Since 1945 she has been the squaw sachem of the New England Council of Chiefs. This honor permits her to wear the big bonnet and to perform the sacred ceremonies. She presides at weddings, baptisms and christenings, and at the festivals of Thanksgiving which the woodlands Indians hold not once but five times each year to thank their Maker.
But before she achieved such a distinguished rank among her own people, she was offering much the same song to thousands of children of every race, as a teacher of Indian crafts and lore and a memorable teller of her people's legends and myths, at summer camps in Connecticut, rhode Island, Massachusetts, and Vermont. Most of her life has been devoted to this one theme, regardless of audience: thanksgiving.
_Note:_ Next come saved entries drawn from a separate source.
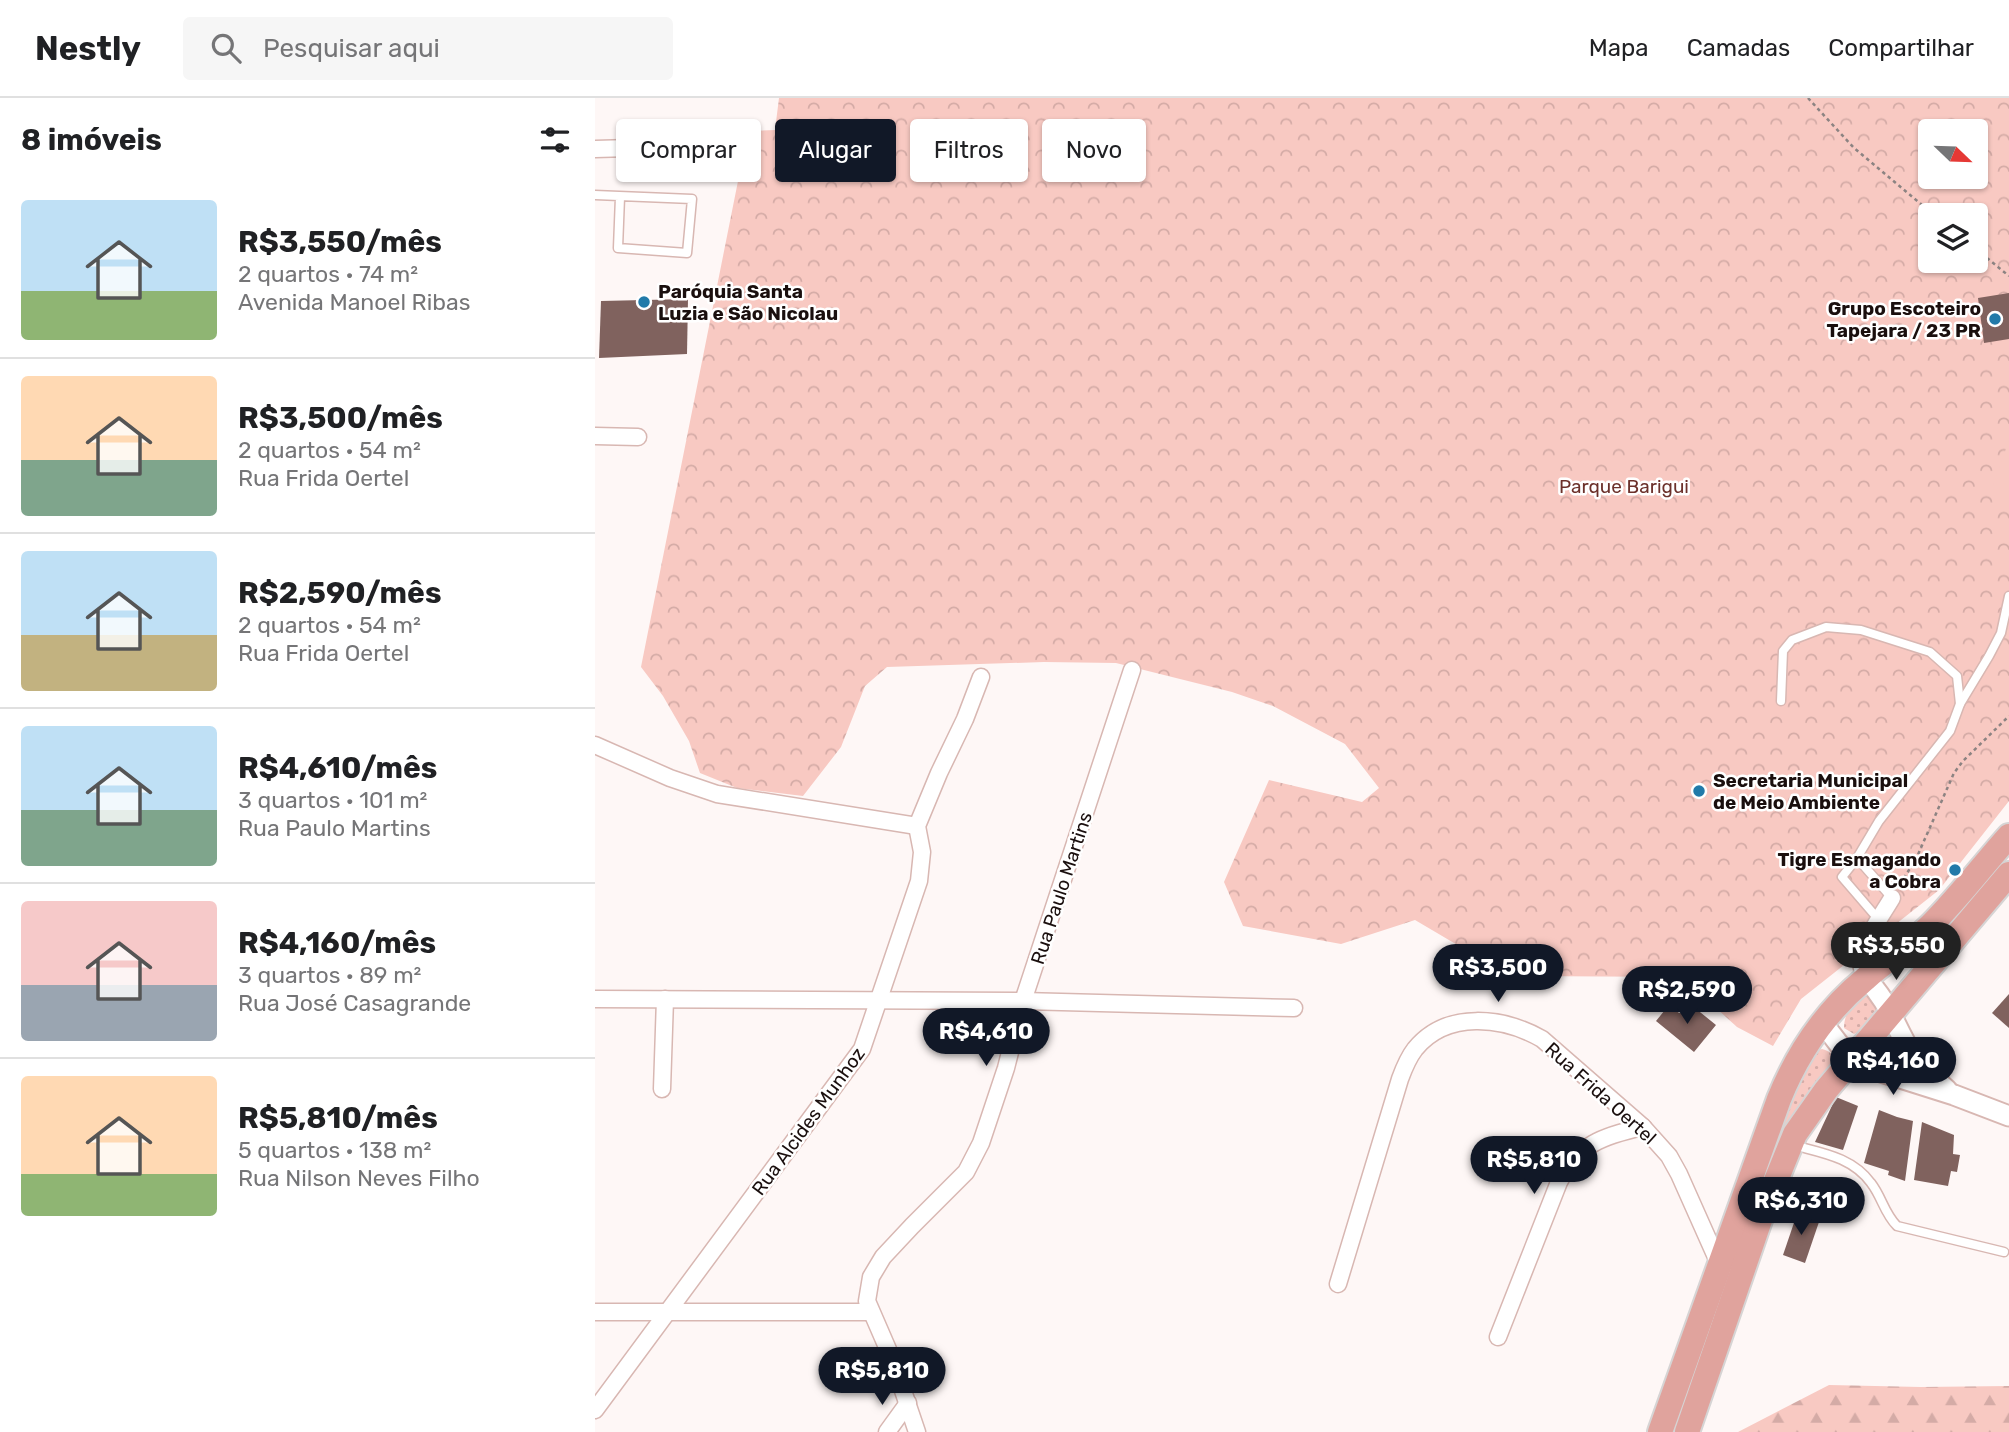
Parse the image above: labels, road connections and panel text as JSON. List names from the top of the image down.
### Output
{
  "streets": {
    "street": ["Rua Paulo Martins", "Rua Frida Oertel", "Rua Alcides Munhoz"]
  },
  "parks": ["Parque Barigui"],
  "places": [
    "Paróquia Santa Luzia e São Nicolau",
    "Grupo Escoteiro Tapejara / 23 PR",
    "Secretaria Municipal de Meio Ambiente",
    "Tigre Esmagando a Cobra"
  ],
  "north": "bottom right",
  "page": {
    "header": "Nestly",
    "search": "Pesquisar aqui",
    "nav": ["Mapa", "Camadas", "Compartilhar"],
    "heading": "8 imóveis",
    "chip": [
      "Comprar",
      "Alugar",
      "Filtros",
      "Novo"
    ],
    "list": [
      {
        "name": "R$3,550/mês",
        "note": "2 quartos · 74 m² · Avenida Manoel Ribas"
      },
      {
        "name": "R$3,500/mês",
        "note": "2 quartos · 54 m² · Rua Frida Oertel"
      },
      {
        "name": "R$2,590/mês",
        "note": "2 quartos · 54 m² · Rua Frida Oertel"
      },
      {
        "name": "R$4,610/mês",
        "note": "3 quartos · 101 m² · Rua Paulo Martins"
      },
      {
        "name": "R$4,160/mês",
        "note": "3 quartos · 89 m² · Rua José Casagrande"
      },
      {
        "name": "R$5,810/mês",
        "note": "5 quartos · 138 m² · Rua Nilson Neves Filho"
      }
    ],
    "price": [
      "R$3,550",
      "R$3,500",
      "R$2,590",
      "R$4,610",
      "R$4,160",
      "R$5,810",
      "R$6,310",
      "R$5,810"
    ]
  }
}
She is first and foremost a storyteller, in the most ancient sense of the world, telling her tales effortlessly, the way only a teller with years of practice can. Chiefly, they are stories of origin, the myths of her people. They provide a record of how the Indian accounted for everything from the creation of man and the seasons to the rabbit's short tail, the colors of the leaves, or the song of the thrush. Whether she is talking to adults or children , she starts with the same story -- how the ceremonial drum came to be made:
"A young Indian stood on a hilltop with all the glories of nature about him, and he felt so good that his hear beat loud and he heard, "Tum . . . tum . . . tum.'
"Then when he realized how close he was to Mother Nature -- he slept on her bossom, he fed from the berries of the bushes and the fish from the brook. In all he heard the heartbeat of Mother Nature: 'One, two . . . one, two.'
"then when he realized that everything his eye beheld -- the pine trees, the green grass, the flowers, the hard rocks, the wind upon his cheek, and even himself -- that all was created by a good, a great, and an unseen spirit, he heard the heartbeat of the creator of the universe: "One, two, three . . . one, two, three.'
"And when he looked around and saw his brother, he heard the heartbeat of mankind: 'One, two, three, four . . . one, two, three, four.'
"then he made his drum and he beat out that rhythm. All the music of the world is made up of that same rhythm that the young Indian found on that hilltop. And, for the Indian, all his ceremonies, all his business meetings, are called together by the drum, and when the drum beats, the people come."
Princess Red Wing was born on March 21, 1896, in sprague, Conn., near New London. Her mother was Mary Simonds of the Wampanoag nation, a direct descendant of Simeon Simonds, the young Indian who accompanied General Washington on his final campaigns and who, it is believed, was the grandson of King Phillip, the Massasoit who made war on the early colonies in defense of his lands, family, and traditions.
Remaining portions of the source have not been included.